Only 10 months after a championship that was supposed to be impossible to happen as quickly as it did, Penn men’s basketball already has an even more unlikely one: Big 5 champions, for the first time in 17 years.
Alright, so it’s only a share of the championship as of now: the team needs to beat 8-10 Saint Joseph’s at home next week to clinch outright, which is no guarantee. But even if it ends up as only a co-title, what it represents for the ridiculous arc that coach Steve Donahue’s program is on goes far beyond that.
First off, the way in which Saturday's 77-70 contest was won personified Donahue’s cultural change to a tee. After the Quakers played pretty terribly during a four-game losing streak in which they averaged only 56.75 points per game in regulation, Penn got back to the team-first mentality that thrived all of last year.
With Kuba Mijakowski coming off the bench to hit four first-half three-pointers, Jarrod Simmons playing significant minutes at the 5 when AJ Brodeur was on the bench, and Jake Silpe hitting a dagger three-pointer to put the margin at eight points with under a minute left, Saturday night exemplified what last year’s Cinderella story was all about: on any given night, any player on the roster can make winning plays.
This culture, and the general path that the team has been on since Donahue took over four years ago, has already been well-documented. But even if the Quakers’ recent accomplishments make a win like Saturday night’s less surprising, they shouldn’t make such a win any less significant.

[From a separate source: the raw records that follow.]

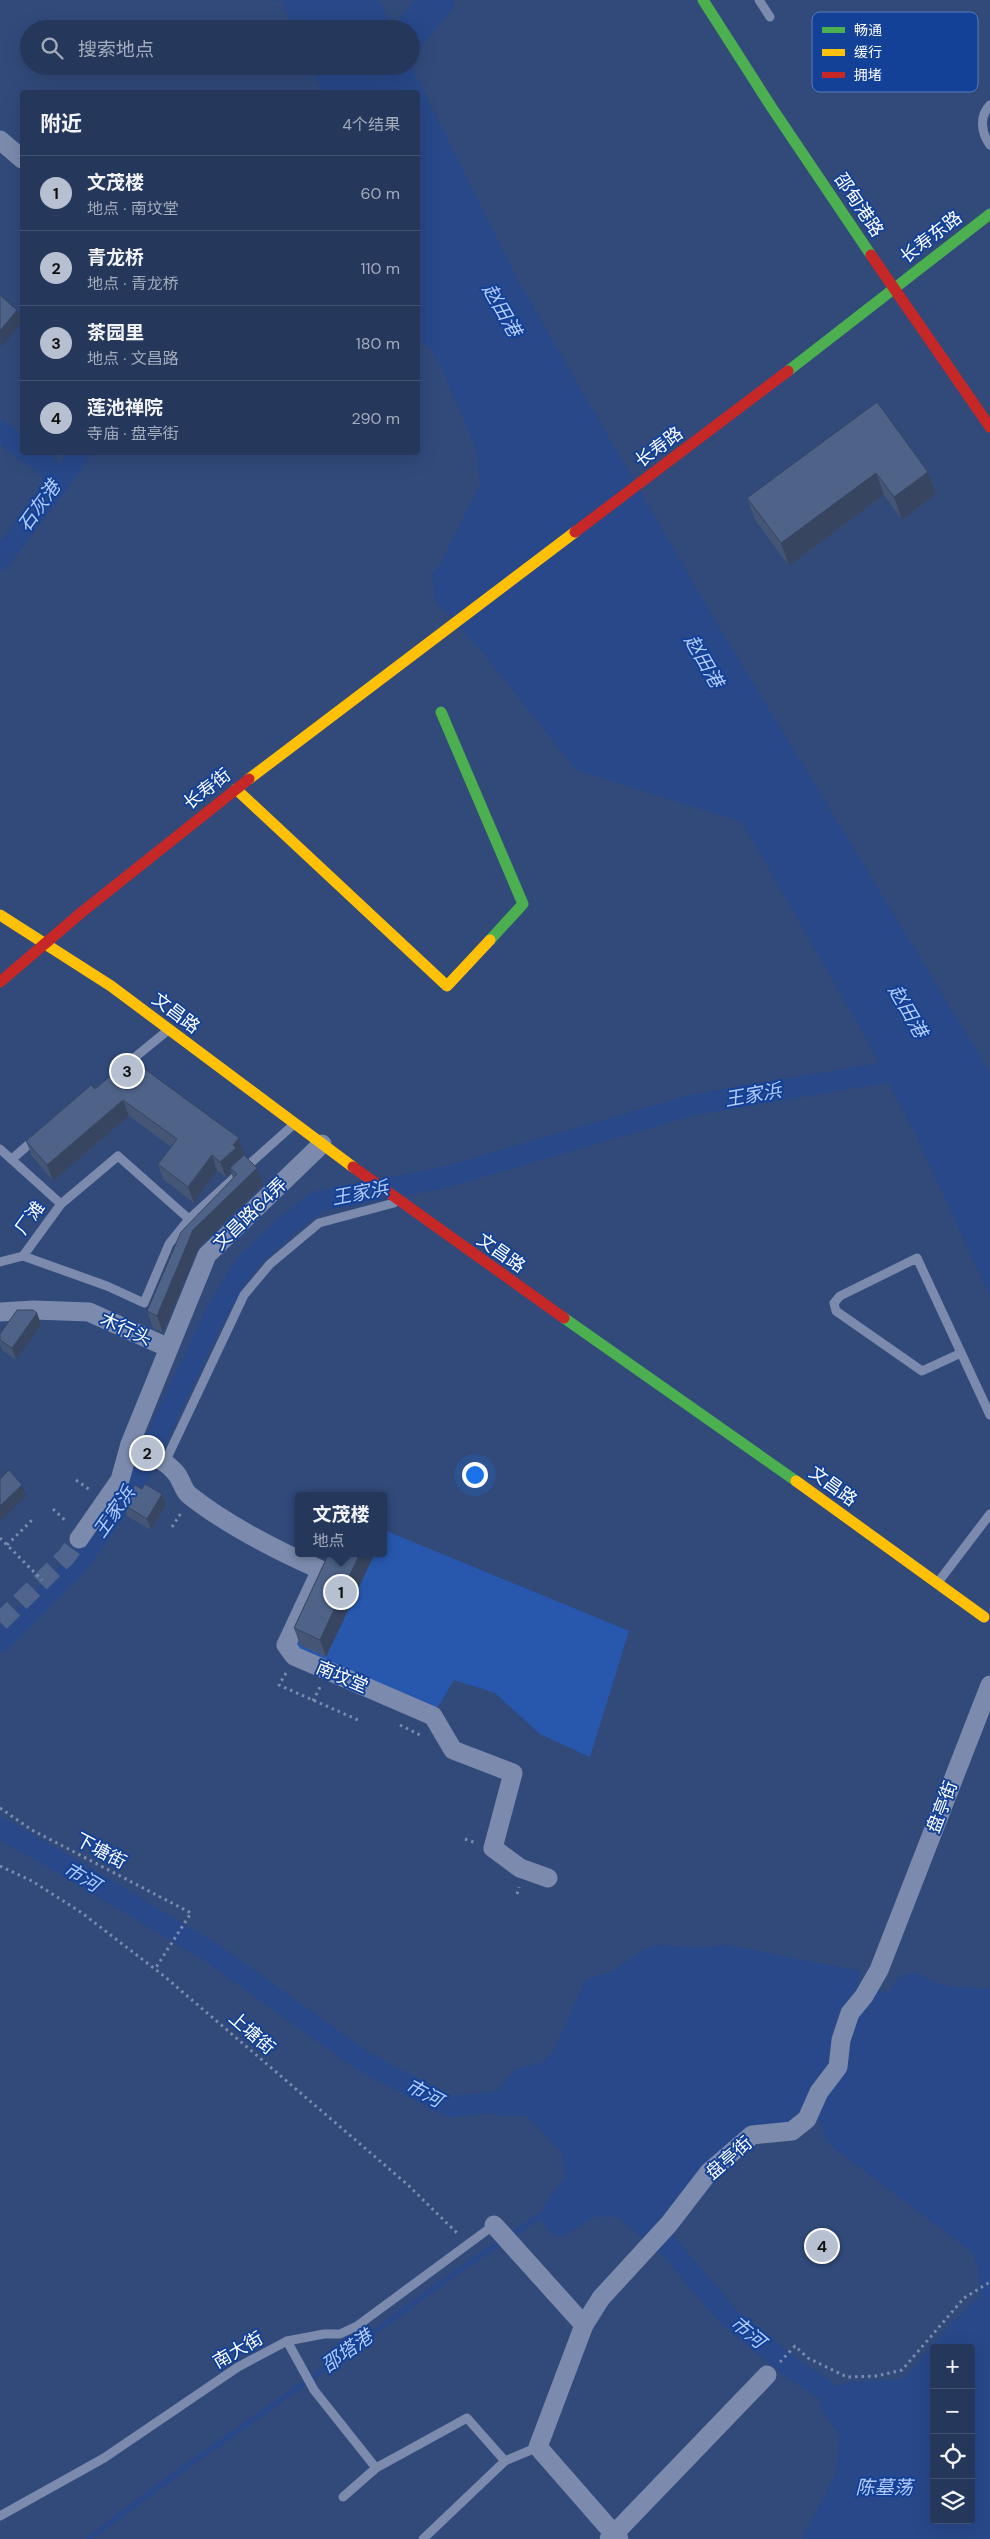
<!DOCTYPE html>
<html lang="zh">
<head>
<meta charset="utf-8">
<style>
  :root { --surface:#25385c; --page:#314365; --text:#f1f3f6; --muted:#a3acbb; --line:#425272; --accent:#b7c0d0 }
  body { margin:0; font-family:"DM Sans","Noto Sans SC",sans-serif; background:var(--page); color:var(--text) }
  .controls { position:absolute; right:15px; bottom:15px; display:grid; overflow:hidden; border-radius:5px; box-shadow:0 5px 20px #0002 }
  .controls button { width:45px; height:45px; display:grid; place-items:center; padding:0; border:0; border-bottom:1px solid var(--line); background:var(--surface); color:var(--text); font:25px sans-serif }
  .you { position:absolute; left:474px; top:1474px; width:18px; height:18px; margin:-12px; border:4px solid #fff; border-radius:50%; background:#1a73e8; box-shadow:0 0 0 8px #1a73e833 }
  .badge { display:grid; place-items:center; width:32px; height:32px; border-radius:50%; background:var(--accent); color:#111; font-size:16px; font-weight:700 }
  .pin { position:absolute; translate:-50% -50%; border:2px solid #fff; box-shadow:0 1px 5px #0006 }
  .popup { position:absolute; left:295px; top:1492px; width:92px; height:65px; box-sizing:border-box; display:grid; place-content:center; border-radius:5px; background:var(--surface); filter:drop-shadow(0 1px 4px #0005); font-size:16px; white-space:nowrap; color:var(--muted) }
  .popup b { font-size:19px; color:var(--text) }
  .popup::after { content:''; position:absolute; left:50%; top:100%; margin-left:-10px; border:10px solid transparent; border-top-color:var(--surface) }
  .list { margin:0; padding:0; list-style:none }
  h2 { display:flex; justify-content:space-between; align-items:center; height:65px; margin:0; padding:0 20px; font-size:21px }
  h2 small { font-size:16px; font-weight:400; color:var(--muted) }
  .list li { display:grid; grid-template-columns:32px 1fr auto; gap:15px; align-items:center; box-sizing:border-box; height:75px; padding:0 20px; border-top:1px solid var(--line) }
  .list b { display:block; font-size:19px; white-space:nowrap }
  .list p { margin:0; font-size:16px; white-space:nowrap; color:var(--muted) }
  .list em { font-size:16px; font-style:normal; color:var(--muted) }
  .icon { flex:none; width:28px; height:28px; fill:none; stroke:currentColor; stroke-width:2; stroke-linecap:round; stroke-linejoin:round }
  .map { position:relative; flex:none; width:990px; height:2539px; overflow:hidden }
  .search { position:absolute; background:var(--surface); box-shadow:0 5px 20px #0002; left:20px; top:20px; width:400px; height:55px; display:flex; align-items:center; gap:12px; box-sizing:border-box; padding:0 18px; border-radius:28px; color:var(--muted); font-size:19px }
  .panel { position:absolute; background:var(--surface); box-shadow:0 5px 20px #0002; left:20px; top:90px; width:400px; height:365px; border-radius:5px }
  .map>svg:first-child { display:block }
  .green { fill:#2758ae }
  .water { fill:#284889; fill-rule:evenodd }
  .lines { fill:none; stroke-linecap:round; stroke-linejoin:round }
  .stream { stroke:#284889; stroke-width:5.5 }
  .canal { stroke:#284889; stroke-width:21 }
  .river { stroke:#284889; stroke-width:35 }
  .street-tunnel { stroke:#50658e; stroke-width:19; stroke-dasharray:19 9; stroke-linecap:butt }
  .path { stroke:#7c8bad; stroke-width:3; stroke-dasharray:2.5 4; stroke-linecap:butt }
  .lane { stroke:#7c8bad; stroke-width:9 }
  .street { stroke:#7c8bad; stroke-width:19 }
  .fast { stroke:#4caf50; stroke-width:11 }
  .slow { stroke:#ffc107; stroke-width:11 }
  .jam { stroke:#c62828; stroke-width:11 }
  .wall { fill:#445576 }
  .shaded-wall { fill:#374560 }
  .building { fill:#4f6389; stroke:#374560 }
  .labels { text-anchor:middle; dominant-baseline:central; stroke-width:4; stroke-linejoin:round; paint-order:stroke }
  .street-label { font-size:18px; fill:#fff; stroke:#134198 }
  .water-label { font-size:19px; font-style:italic; fill:#b2ccf9; stroke:#134198 }
  .key { fill:#134198; stroke:#5a7ab7; stroke-width:1 }
  .key-label { font-size:14px; fill:#fff }
</style>
</head>
<body>
<div class="map">
<svg width="990" height="2539" viewBox="0 0 990 2539">
  <rect width="100%" height="100%" fill="#314a7a"/>
  <path class="green" d="M384,1530L629,1631L590,1757L540,1734L495,1693L454,1680L435,1712L293,1648L339,1553H384Z"/>
  <g class="water">
    <path d="M263,0H379L393,29H294L282,1Z"/>
    <path d="M411,65L520,284L710,612L990,1073V1296L914,1131L867,1040L742,822L576,770L486,656L436,601L432,575L440,564L480,484L476,448L443,371L430,348L418,340V92H323L311,66Z"/>
    <path d="M657,1945L696,1948L726,1945L860,1971L858,1983L889,1993L899,1976L920,1973C940,1990 965,1987 990,1989V2539H802L836,2474L840,2436L820,2407L824,2389L849,2382L904,2379L950,2325L979,2297V2270L972,2252L831,2146L825,2139L821,2122L805,2115L787,2129L751,2132L661,2226L674,2240C671,2248 668,2252 659,2254L619,2217L597,2216L559,2238L548,2231L540,2216L549,2198L566,2176L562,2152L527,2116H499L483,2110L482,2102L495,2093L516,2069L541,2063L552,2054L586,1979L609,1973L645,1949ZM934,2348H971V2520H934Z"/>
  </g>
  <g class="lines">
    <path class="stream" d="M89,2539C159,2483 234,2434 306,2382C385,2325 462,2265 544,2214"/>
    <g class="canal">
      <path d="M0,431L22,448"/>
      <path d="M29,452L49,468L58,484"/>
      <path d="M0,560L73,463L79,452"/>
      <path d="M0,1642L80,1561L134,1485L215,1315L245,1265L287,1225L319,1201L442,1178L692,1105L912,1068"/>
      <path d="M0,1828L84,1876L215,1955L361,2060L450,2107L510,2100"/>
      <path d="M652,2227L728,2316L790,2367L824,2389"/>
    </g>
    <path class="river" d="M411,32L437,0"/>
    <path class="street-tunnel" d="M0,1622L66,1557L79,1539"/>
    <g class="path">
      <path d="M76,1480L90,1490"/>
      <path d="M53,1509L67,1522"/>
      <path d="M172,1527L181,1513"/>
      <path d="M0,1538L42,1580"/>
      <path d="M7,1545L34,1518"/>
      <path d="M286,1673L279,1685L358,1720"/>
      <path d="M313,1701L320,1687"/>
      <path d="M400,1725L422,1736"/>
      <path d="M0,1808L32,1830L191,1913L155,1969"/>
      <path d="M465,1839L476,1843"/>
      <path d="M0,1866L32,1881L82,1913L164,1976L408,2185L459,2235"/>
      <path d="M517,1894L519,1887"/>
      <path d="M780,2362L795,2346L808,2358L847,2377L877,2376L902,2370L964,2298L990,2282"/>
    </g>
    <g class="lane">
      <path d="M759,0L770,17"/>
      <path d="M990,105C979,116 981,133 990,145"/>
      <path d="M123,1067L167,1031"/>
      <path d="M0,1149L61,1204"/>
      <path d="M12,1159L35,1139"/>
      <path d="M244,1169L292,1126"/>
      <path d="M23,1256L107,1286L144,1303L169,1244L189,1219L234,1178"/>
      <path d="M0,1262L23,1256L61,1204L118,1156L189,1219"/>
      <path d="M961,1353L922,1371L836,1311L834,1303L840,1296L917,1258L990,1415"/>
      <path d="M165,1462L244,1295L270,1264L319,1223L394,1203"/>
      <path d="M939,1581L990,1514"/>
      <path d="M287,2341L314,2390L376,2468"/>
      <path d="M343,2497L376,2468L467,2418L505,2461"/>
      <path d="M0,2516L104,2458L238,2367L287,2341L324,2334H340L357,2326L494,2225"/>
      <path d="M423,2539L505,2461L538,2447"/>
    </g>
    <g class="street">
      <path d="M0,140L22,159"/>
      <path d="M0,1312L34,1310L89,1312L169,1348L130,1444C145,1452 164,1459 175,1472C181,1478 183,1490 189,1495C228,1526 276,1550 321,1570L286,1645L294,1656L433,1716L453,1750L513,1773L493,1848L520,1868L548,1878"/>
      <path d="M169,1348L207,1255L322,1144"/>
      <path d="M79,1539L120,1480L130,1444"/>
      <path d="M494,2225L584,2325"/>
      <path d="M609,2539L614,2534L538,2447L584,2325L601,2298L669,2224L709,2172L752,2135L792,2131L807,2119L819,2092L838,2067L841,2040L850,2013L864,1996L879,1970L990,1685"/>
      <path d="M619,2539L614,2534L767,2375"/>
    </g>
    <g class="fast">
      <path d="M703,0L772,108L871,255"/>
      <path d="M788,371L990,214"/>
      <path d="M441,712L523,904L490,940"/>
      <path d="M564,1318L796,1481"/>
    </g>
    <g class="slow">
      <path d="M249,779L575,532"/>
      <path d="M236,789L447,986L490,940"/>
      <path d="M0,915L111,986L353,1167"/>
      <path d="M796,1481L984,1617"/>
    </g>
    <g class="jam">
      <path d="M871,255L990,427"/>
      <path d="M575,532L788,371"/>
      <path d="M0,982L82,912L249,779"/>
      <path d="M353,1167L564,1318"/>
    </g>
  </g>
  <g class="wall">
    <path d="M877,402L928,472L936,494L902,520L884,495L789,566L755,520L747,498Z"/>
    <path d="M131,1059L244,1153L240,1158L257,1168L263,1185L199,1247L163,1333L153,1328L147,1311L233,1178L231,1172L226,1177L217,1171L194,1203L163,1179L158,1164L171,1147L129,1116L53,1181L32,1156L26,1141L95,1089Z"/>
    <path d="M37,1313L41,1325L16,1360L2,1350L0,1345V1334Z"/>
    <path d="M142,1489L162,1494L166,1505L151,1530L127,1516L123,1504Z"/>
    <path d="M329,1553H375L326,1657L300,1645L294,1628Z"/>
  </g>
  <g class="shaded-wall">
    <path d="M17,310L22,322L1,347L0,331Z"/>
    <path d="M928,472L936,494L902,520L894,497Z"/>
    <path d="M876,473L884,495L789,566L781,543Z"/>
    <path d="M123,1100L129,1116L53,1181L47,1165Z"/>
    <path d="M239,1138L244,1153L240,1159L230,1168L231,1172L226,1177L220,1162Z"/>
    <path d="M212,1155L217,1171L194,1203L188,1187Z"/>
    <path d="M257,1168L263,1185L199,1247L163,1333L157,1316L193,1230Z"/>
    <path d="M37,1313L41,1325L16,1360L12,1348Z"/>
    <path d="M22,1485L26,1496L0,1521V1506Z"/>
    <path d="M162,1494L166,1505L151,1530L147,1519Z"/>
    <path d="M360,1553H375L326,1657L320,1640Z"/>
  </g>
  <g class="building">
    <path d="M0,295L17,310L0,331Z"/>
    <path d="M877,402L928,472L894,497L876,473L781,543L747,498Z"/>
    <path d="M131,1059L239,1138L233,1145L236,1148L220,1162L212,1155L188,1187L158,1164L177,1139L123,1100L47,1165L26,1141L91,1085L95,1089Z"/>
    <path d="M244,1155L257,1168L193,1230L157,1316L147,1311L181,1232L237,1174L230,1168Z"/>
    <path d="M17,1310H33L37,1313L12,1348L0,1340V1334Z"/>
    <path d="M9,1470L22,1485L0,1506V1479Z"/>
    <path d="M145,1484L162,1494L147,1519L123,1504L135,1485L142,1489Z"/>
    <path d="M329,1553H360L320,1640L294,1628Z"/>
  </g>
  <g class="labels">
    <g class="street-label">
      <text transform="translate(859 205) rotate(56)">邵甸港路</text>
      <text transform="translate(931 237) rotate(-38)">长寿东路</text>
      <text transform="translate(659 447) rotate(-37)">长寿路</text>
      <text transform="translate(207 789) rotate(-38)">长寿街</text>
      <text transform="translate(176 1013) rotate(37)">文昌路</text>
      <text transform="translate(250 1214) rotate(-44)">文昌路64弄</text>
      <text transform="translate(30 1218) rotate(-54)">厂滩</text>
      <text transform="translate(501 1253) rotate(35)">文昌路</text>
      <text transform="translate(126 1329) rotate(24)">木行头</text>
      <text transform="translate(833 1486) rotate(36)">文昌路</text>
      <text transform="translate(342 1677) rotate(23)">南坟堂</text>
      <text transform="translate(942 1807) rotate(-69)">盘亭街</text>
      <text transform="translate(101 1851) rotate(28)">下塘街</text>
      <text transform="translate(252 2033) rotate(41)">上塘街</text>
      <text transform="translate(729 2158) rotate(-41)">盘亭街</text>
      <text transform="translate(238 2350) rotate(-30)">南大街</text>
    </g>
    <g class="water-label">
      <text transform="translate(502 310) rotate(60)">赵田港</text>
      <text transform="translate(39 506) rotate(-54)">石灰港</text>
      <text transform="translate(704 661) rotate(60)">赵田港</text>
      <text transform="translate(908 1011) rotate(60)">赵田港</text>
      <text transform="translate(753 1095) rotate(-10)">王家浜</text>
      <text transform="translate(360 1193) rotate(-11)">王家浜</text>
      <text transform="translate(114 1512) rotate(-55)">王家浜</text>
      <text transform="translate(82 1877) rotate(31)">市河</text>
      <text transform="translate(424 2093) rotate(28)">市河</text>
      <text transform="translate(748 2332) rotate(40)">市河</text>
      <text transform="translate(347 2351) rotate(-36)">邵塔港</text>
      <text x="884" y="2487">陈墓荡</text>
    </g>
  </g>
  <rect x="812" y="12" width="166" height="80" rx="8" class="key"/>
  <rect x="822" y="27" width="23" height="6" fill="#4caf50"/>
  <rect x="822" y="49" width="23" height="7" fill="#ffc107"/>
  <rect x="822" y="72" width="23" height="6" fill="#c62828"/>
  <g class="key-label">
    <text x="854" y="35">畅通</text>
    <text x="854" y="57">缓行</text>
    <text x="854" y="80">拥堵</text>
  </g>
</svg>
<div class="controls">
<button>+</button>
<button>−</button>
<button><svg class="icon" aria-label="locate" viewBox="0 0 24 24"><circle cx="12" cy="12" r="6"/><path d="M12 2v4M12 18v4M2 12h4M18 12h4"/></svg></button>
<button><svg class="icon" aria-label="layers" viewBox="0 0 24 24"><path d="M12 4l9 5-9 5-9-5zM3 14l9 5 9-5"/></svg></button>
</div>
<div class="you"></div>
<div class="pin badge" style="left:341px;top:1592px">1</div>
<div class="popup"><b>文茂楼</b>地点</div>
<div class="pin badge" style="left:147px;top:1453px">2</div>
<div class="pin badge" style="left:127px;top:1071px">3</div>
<div class="pin badge" style="left:822px;top:2246px">4</div>
<div class="search"><svg class="icon" aria-label="search" viewBox="0 0 24 24"><circle cx="10" cy="10" r="6"/><path d="M15 15l6 6"/></svg>搜索地点</div>
<section class="panel">
<h2>附近<small>4个结果</small></h2>
<ul class="list">
<li><span class="badge">1</span><div><b>文茂楼</b><p>地点 · 南坟堂</p></div><em>60 m</em></li>
<li><span class="badge">2</span><div><b>青龙桥</b><p>地点 · 青龙桥</p></div><em>110 m</em></li>
<li><span class="badge">3</span><div><b>茶园里</b><p>地点 · 文昌路</p></div><em>180 m</em></li>
<li><span class="badge">4</span><div><b>莲池禅院</b><p>寺庙 · 盘亭街</p></div><em>290 m</em></li>
</ul>
</section>
</div>
</body>
</html>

This was probably Temple’s best team since the Lavoy Allen-led 2009-10 group that went 29-6 and won the Atlantic 10. That Temple squad was in the top 25 all year long until falling to an upstart No. 12 seed Cornell in the first round of the NCAA Tournament — a team coached by, of course, Steve Donahue. And in Donahue’s first win over former mentor Fran Dunphy since then, the stakes weren’t quite as high as a win-or-go-home March Madness showdown, but the implications are almost as great.
Penn simply wasn’t supposed to win the Philly mini-conference this soon. Really, no one besides Villanova is supposed to take it — the Wildcats had won 25 consecutive Big 5 games before the Quakers pulled off last month’s upset. But Penn? The lone Ivy in the mini-conference? After not even having finished .500 in Big 5 play once in the past twelve seasons?
No matter how the rest of the season plays out, Penn is in a position relative to the Big 5 where no one outside the Quakers’ locker room expected them to be: first. And that’s extremely fitting, because Donahue’s brief career at Penn has been defined by 'firsts.'
They started out pretty small: first season with double-digit wins since 2012 in the coach’s rookie year, then first season in the conference’s top four since 2012 the following winter. But little by little, the domino effect continued, and the program quickly became a juggernaut: first time finishing 7-0 at home in Ivy play since 2007. First Ivy championships — both regular season, and conference tournament — since 2007, with an ensuing NCAA Tournament appearance. First win over a Power Five conference team since 2003. First win over a ranked Villanova team in 30 years.
Is Saturday’s win the best “first” so far? It’d be heresy to call the Big 5 title more memorable or meaningful than last March’s Ivy title win. But strictly in terms of the more difficult accomplishment, one could easily argue the Big 5 title to be superior to the Ivy crown. Sure, there are far more necessary games to win in the Ancient Eight. But the Big 5 has two unanimous top-75 teams in the country, where the Ivy League has none.
Any further semantics of that argument are for a different day, but what can be agreed upon by all parties is this: in any given year, the best team in the Big 5 is generally a lot better than the best team in the Ivy League. Unless they happen to be the same one.
I’m not saying Penn is a lock to win the Ivy title this year. With a strong field that includes the defending Ivy co-champions (Harvard), the newly-anointed Ivy tourney hosts (Yale), a team that is already 2-0 against Penn this season (Princeton), and a sleeper that owns the league’s second-best overall record (Brown), guaranteeing a second straight March Madness nod is foolish, especially considering the team's underwhelming start to Ivy play.
But the fact that a second straight March Madness nod is even in the discussion is a testament to where the program has already gone in such a short time, and where it can continue to go.
What will the next “first” be for Donahue and his rapidly growing program? It’s impossible to say, but all I know is that I want to be the first to see it.